Wherever the word "linecap" appears in a line of the records, copy that line.

—————

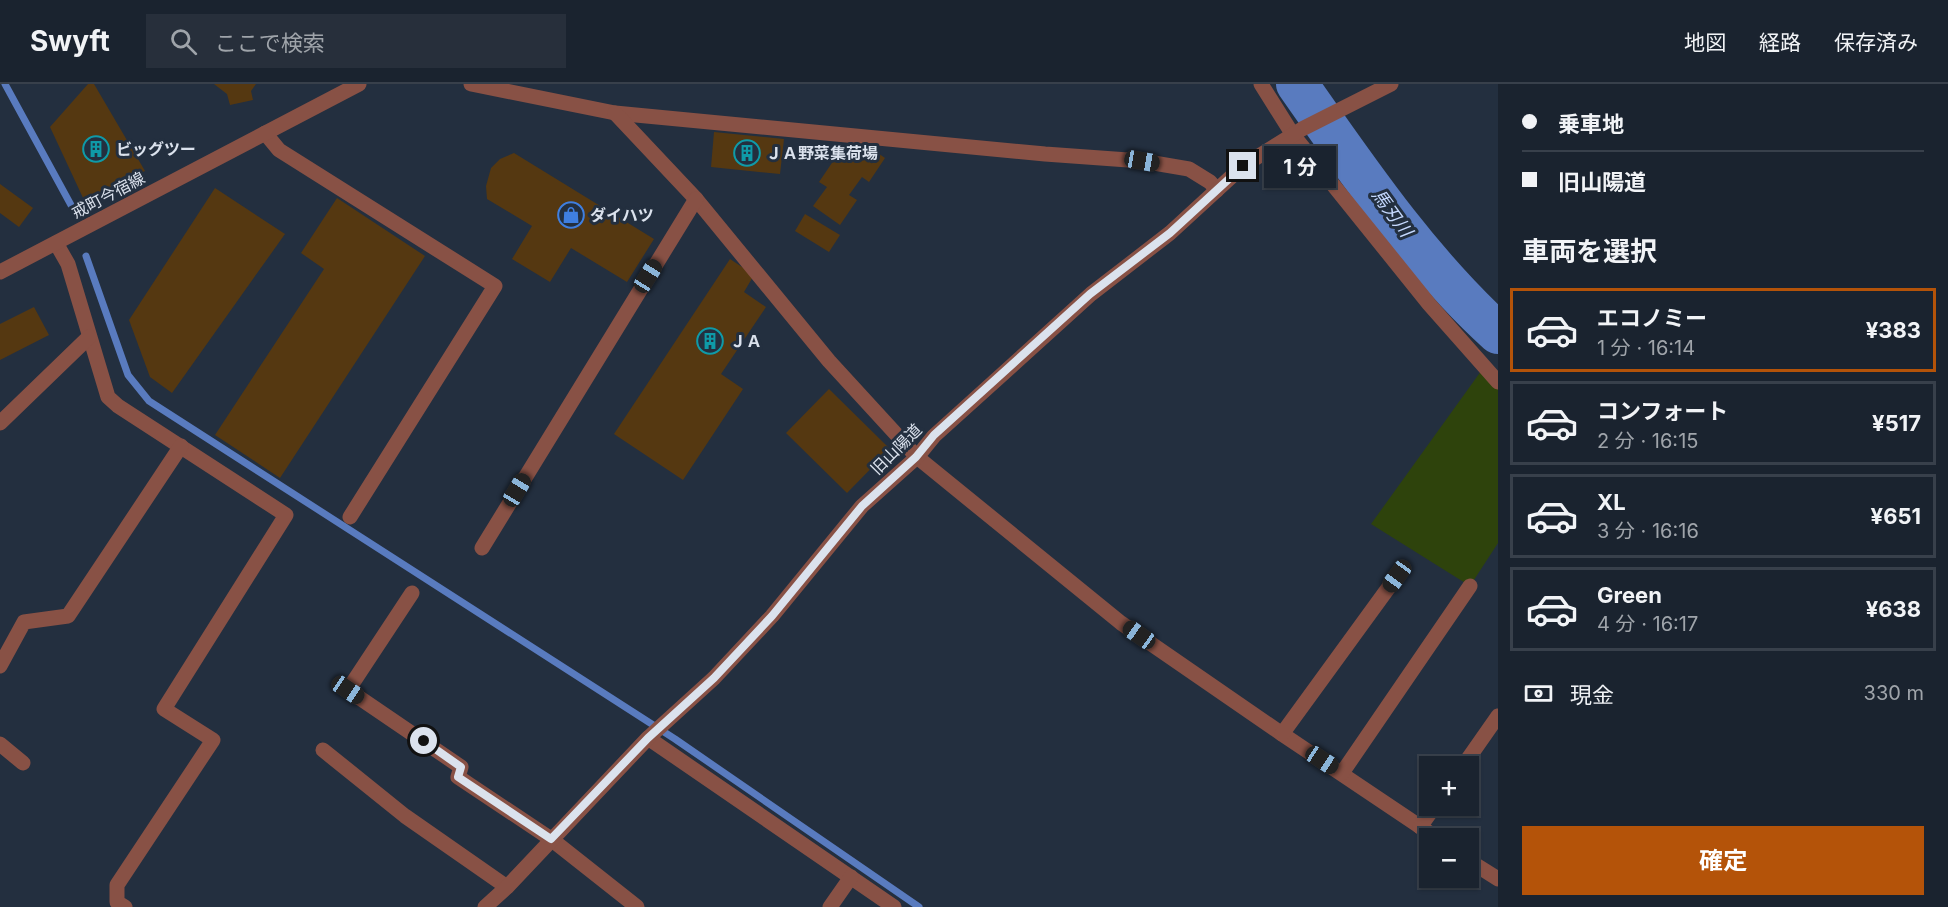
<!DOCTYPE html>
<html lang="ja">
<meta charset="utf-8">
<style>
body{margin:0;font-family:Inter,"Noto Sans JP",sans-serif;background:#272f3b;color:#f1f3f6;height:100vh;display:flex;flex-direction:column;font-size:22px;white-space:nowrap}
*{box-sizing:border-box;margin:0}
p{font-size:20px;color:#9fa4aa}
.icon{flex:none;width:33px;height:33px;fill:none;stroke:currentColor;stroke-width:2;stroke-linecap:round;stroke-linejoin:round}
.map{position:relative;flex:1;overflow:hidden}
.side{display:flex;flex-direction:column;background:#1a232f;width:450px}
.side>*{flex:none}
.hud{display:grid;align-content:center;height:132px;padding:0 24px;background:#1a232f}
.tools{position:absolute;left:1419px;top:672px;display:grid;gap:12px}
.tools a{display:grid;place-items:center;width:60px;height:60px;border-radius:0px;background:#1a232f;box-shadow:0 2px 4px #0004,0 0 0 2px #38404b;font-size:30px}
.end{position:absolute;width:27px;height:27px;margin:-14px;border:8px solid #dbe2ed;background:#111;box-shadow:0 0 0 3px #111}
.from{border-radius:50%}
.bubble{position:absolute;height:42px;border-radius:0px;background:#1a232f;box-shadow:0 2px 4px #0004,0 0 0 2px #38404b;font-size:20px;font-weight:700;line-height:42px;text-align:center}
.car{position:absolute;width:18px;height:36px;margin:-18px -9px;border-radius:8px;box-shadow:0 0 4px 2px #0007;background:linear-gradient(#222 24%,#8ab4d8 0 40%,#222 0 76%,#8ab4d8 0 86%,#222 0)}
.hud b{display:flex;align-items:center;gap:21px;height:57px;font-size:22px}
.hud b+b{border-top:2px solid #38404b}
.hud i{width:15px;height:15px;background:#f1f3f6}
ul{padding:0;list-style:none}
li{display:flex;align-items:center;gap:18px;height:84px;margin:0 12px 9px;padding:0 12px;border:3px solid #38404b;border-radius:0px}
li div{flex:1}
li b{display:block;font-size:22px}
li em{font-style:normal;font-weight:700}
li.on{border-color:#b45309}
li>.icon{width:54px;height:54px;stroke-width:1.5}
h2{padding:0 24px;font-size:27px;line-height:72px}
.pay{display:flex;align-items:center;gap:15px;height:66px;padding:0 24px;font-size:22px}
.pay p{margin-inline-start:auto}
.cta{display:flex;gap:12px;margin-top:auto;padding:12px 24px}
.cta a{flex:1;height:69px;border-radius:0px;background:#b45309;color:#fff;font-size:24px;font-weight:700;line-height:69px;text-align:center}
header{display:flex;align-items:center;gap:36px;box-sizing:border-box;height:84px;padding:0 30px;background:#1a232f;border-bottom:2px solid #38404b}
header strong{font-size:28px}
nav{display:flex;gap:33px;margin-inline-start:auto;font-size:21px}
.search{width:420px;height:54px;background:#272f3b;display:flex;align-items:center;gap:15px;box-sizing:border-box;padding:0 21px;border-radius:0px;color:#9fa4aa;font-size:22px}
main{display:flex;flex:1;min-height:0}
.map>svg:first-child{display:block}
.green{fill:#2e430c}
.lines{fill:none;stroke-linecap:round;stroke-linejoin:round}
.stream{stroke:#597bbf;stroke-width:7}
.river{stroke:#597bbf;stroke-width:42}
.building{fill:#553811}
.minor{stroke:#885145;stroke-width:15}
.tertiary{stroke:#885145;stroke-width:15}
.route{stroke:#dbe2ed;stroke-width:8}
.labels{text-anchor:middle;stroke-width:6;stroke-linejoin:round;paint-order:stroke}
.poi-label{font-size:16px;font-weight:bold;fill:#dbe2ed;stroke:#232f3f;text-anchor:start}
.street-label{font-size:16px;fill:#dbe2ed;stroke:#232f3f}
.water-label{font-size:18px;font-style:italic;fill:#c5d9ff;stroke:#232f3f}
</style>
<header>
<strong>Swyft</strong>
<div class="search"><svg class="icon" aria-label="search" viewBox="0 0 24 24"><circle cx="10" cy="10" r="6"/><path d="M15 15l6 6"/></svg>ここで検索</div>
<nav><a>地図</a><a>経路</a><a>保存済み</a></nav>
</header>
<main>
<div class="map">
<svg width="1498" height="823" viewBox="0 0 1498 823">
<rect width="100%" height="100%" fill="#232f3f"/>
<path class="green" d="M1484,283L1498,298V459L1470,502L1371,440Z"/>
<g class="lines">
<g class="stream">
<path d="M5,0L71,121"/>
<path d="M86,172L128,291L149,317L675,655L919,823"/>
</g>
<path class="river" d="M1297,0C1358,87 1419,177 1498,249"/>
</g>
<g class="building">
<path d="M88,0H94L145,87L84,116L50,43Z"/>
<path d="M214,0H256L251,7L253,16L230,21L227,10Z"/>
<path d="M714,48L784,55L780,90L711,83Z"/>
<path d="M859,56L885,74L869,98L862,93L849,111L857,116L840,141L813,122L827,103L819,98L840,67L848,73Z"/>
<path d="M514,69L654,155L627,198L571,164L550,198L512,175L532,142L487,115L486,102L491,84L500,75Z"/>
<path d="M0,100L33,124L19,143L0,129Z"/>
<path d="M215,104L285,150L172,309L150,293L129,236Z"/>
<path d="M337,114L425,172L280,394L215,351L324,185L301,169Z"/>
<path d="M805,130L840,151L829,168L795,147Z"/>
<path d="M730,175L754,191L744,208L766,223L721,290L743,305L683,396L614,350Z"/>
<path d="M34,223L49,251L0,276V240Z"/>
<path d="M829,305L890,365L847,409L786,349Z"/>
</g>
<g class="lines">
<g class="minor">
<path d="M471,0L615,29L1045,70L1142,77L1189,85L1210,98L1217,106"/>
<path d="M1261,0L1293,51L1429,220L1498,298"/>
<path d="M615,29L696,115L829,277L917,373L1121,539L1282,650L1437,754"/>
<path d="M265,49L279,66L495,202L350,433"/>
<path d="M56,159L68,180L108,313L118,322L286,431L164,625L213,656L117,801V818L125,823"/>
<path d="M0,339L89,253"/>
<path d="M482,464L696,115"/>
<path d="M412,509L348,606L461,683L458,693L551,755L637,823"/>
<path d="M0,582L24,538L68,532L181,362"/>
<path d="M1282,650L1397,492"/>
<path d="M648,654L894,823"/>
<path d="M0,660L23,679"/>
<path d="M323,666L405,732L507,803"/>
<path d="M1463,682L1498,632"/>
<path d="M1342,689L1470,502"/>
<path d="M1420,743L1435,722"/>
<path d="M1468,776L1498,795"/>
<path d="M485,823L507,803L648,654L714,594L772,532L862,422L917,373L934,352L1091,210L1170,149L1243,82L1302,45L1391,0"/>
<path d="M830,823L851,793"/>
</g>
<path class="tertiary" d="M0,188L359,0"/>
</g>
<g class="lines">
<path class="route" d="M424,657L461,683L458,693L551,755L648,654L714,594L772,532L862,422L916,373L934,351L1090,210L1170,149L1243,82"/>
</g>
<defs>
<g id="building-ring" transform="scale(1.35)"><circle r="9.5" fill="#232f3f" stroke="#0f9aa8" stroke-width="1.5"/><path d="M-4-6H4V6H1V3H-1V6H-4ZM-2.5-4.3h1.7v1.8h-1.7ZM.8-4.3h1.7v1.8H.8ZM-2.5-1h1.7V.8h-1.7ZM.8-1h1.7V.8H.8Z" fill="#0f9aa8"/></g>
<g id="shop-ring" transform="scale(1.35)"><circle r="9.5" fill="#232f3f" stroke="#3f7fe0" stroke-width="1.5"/><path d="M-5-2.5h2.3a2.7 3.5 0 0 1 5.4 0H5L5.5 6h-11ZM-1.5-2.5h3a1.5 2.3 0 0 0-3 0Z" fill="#3f7fe0"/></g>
</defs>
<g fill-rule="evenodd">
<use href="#building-ring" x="96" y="65"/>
<use href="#building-ring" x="747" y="69"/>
<use href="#shop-ring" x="571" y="131"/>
<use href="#building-ring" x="710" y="257"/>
</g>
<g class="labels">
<g class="poi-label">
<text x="116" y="71">ビッグツー</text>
<text x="766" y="75">ＪＡ野菜集荷場</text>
<text x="590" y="137">ダイハツ</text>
<text x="730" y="263">ＪＡ</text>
</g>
<g class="street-label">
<text transform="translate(108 111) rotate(-28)" y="6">戒町今宿線</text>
<text transform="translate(896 365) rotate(-45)" y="6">旧山陽道</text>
</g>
<g class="water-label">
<text transform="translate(1392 129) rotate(54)" y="6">馬刃川</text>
</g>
</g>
</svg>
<div class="tools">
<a>+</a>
<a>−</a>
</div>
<i class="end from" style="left:424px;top:657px"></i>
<i class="end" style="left:1243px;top:82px"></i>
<div class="bubble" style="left:1264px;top:62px;width:72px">1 分</div>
<i class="car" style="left:1142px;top:77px;rotate:100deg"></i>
<i class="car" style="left:648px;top:192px;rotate:32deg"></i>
<i class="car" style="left:517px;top:406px;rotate:31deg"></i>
<i class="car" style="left:1397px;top:492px;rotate:216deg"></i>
<i class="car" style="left:1139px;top:551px;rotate:305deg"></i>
<i class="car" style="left:348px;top:606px;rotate:124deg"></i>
<i class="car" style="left:1322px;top:676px;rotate:123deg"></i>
</div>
<section class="side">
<div class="hud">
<b><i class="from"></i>乗車地</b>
<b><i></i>旧山陽道</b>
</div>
<h2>車両を選択</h2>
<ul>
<li class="on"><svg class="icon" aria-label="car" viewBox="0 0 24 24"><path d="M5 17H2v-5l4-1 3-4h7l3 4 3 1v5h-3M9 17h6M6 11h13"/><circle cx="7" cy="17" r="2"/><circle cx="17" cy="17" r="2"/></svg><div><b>エコノミー</b><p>1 分 · 16:14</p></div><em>¥383</em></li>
<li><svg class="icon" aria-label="car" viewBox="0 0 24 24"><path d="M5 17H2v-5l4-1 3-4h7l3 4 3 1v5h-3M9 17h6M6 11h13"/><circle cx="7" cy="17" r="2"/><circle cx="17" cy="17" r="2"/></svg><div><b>コンフォート</b><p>2 分 · 16:15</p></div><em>¥517</em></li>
<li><svg class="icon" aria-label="car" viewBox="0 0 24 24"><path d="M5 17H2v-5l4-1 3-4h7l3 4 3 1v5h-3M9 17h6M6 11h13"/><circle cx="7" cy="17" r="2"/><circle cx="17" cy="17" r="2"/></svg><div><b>XL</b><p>3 分 · 16:16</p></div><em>¥651</em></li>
<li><svg class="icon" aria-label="car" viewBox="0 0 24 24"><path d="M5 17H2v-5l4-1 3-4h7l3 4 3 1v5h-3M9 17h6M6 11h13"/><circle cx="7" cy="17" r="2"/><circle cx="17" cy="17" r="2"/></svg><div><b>Green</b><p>4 分 · 16:17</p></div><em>¥638</em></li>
</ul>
<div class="pay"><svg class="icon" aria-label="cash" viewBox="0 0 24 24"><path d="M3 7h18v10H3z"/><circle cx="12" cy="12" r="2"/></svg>現金<p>330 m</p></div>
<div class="cta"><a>確定</a></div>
</section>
</main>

—————

# Response box:
.icon{flex:none;width:33px;height:33px;fill:none;stroke:currentColor;stroke-width:2;stroke-linecap:round;stroke-linejoin:round}
.lines{fill:none;stroke-linecap:round;stroke-linejoin:round}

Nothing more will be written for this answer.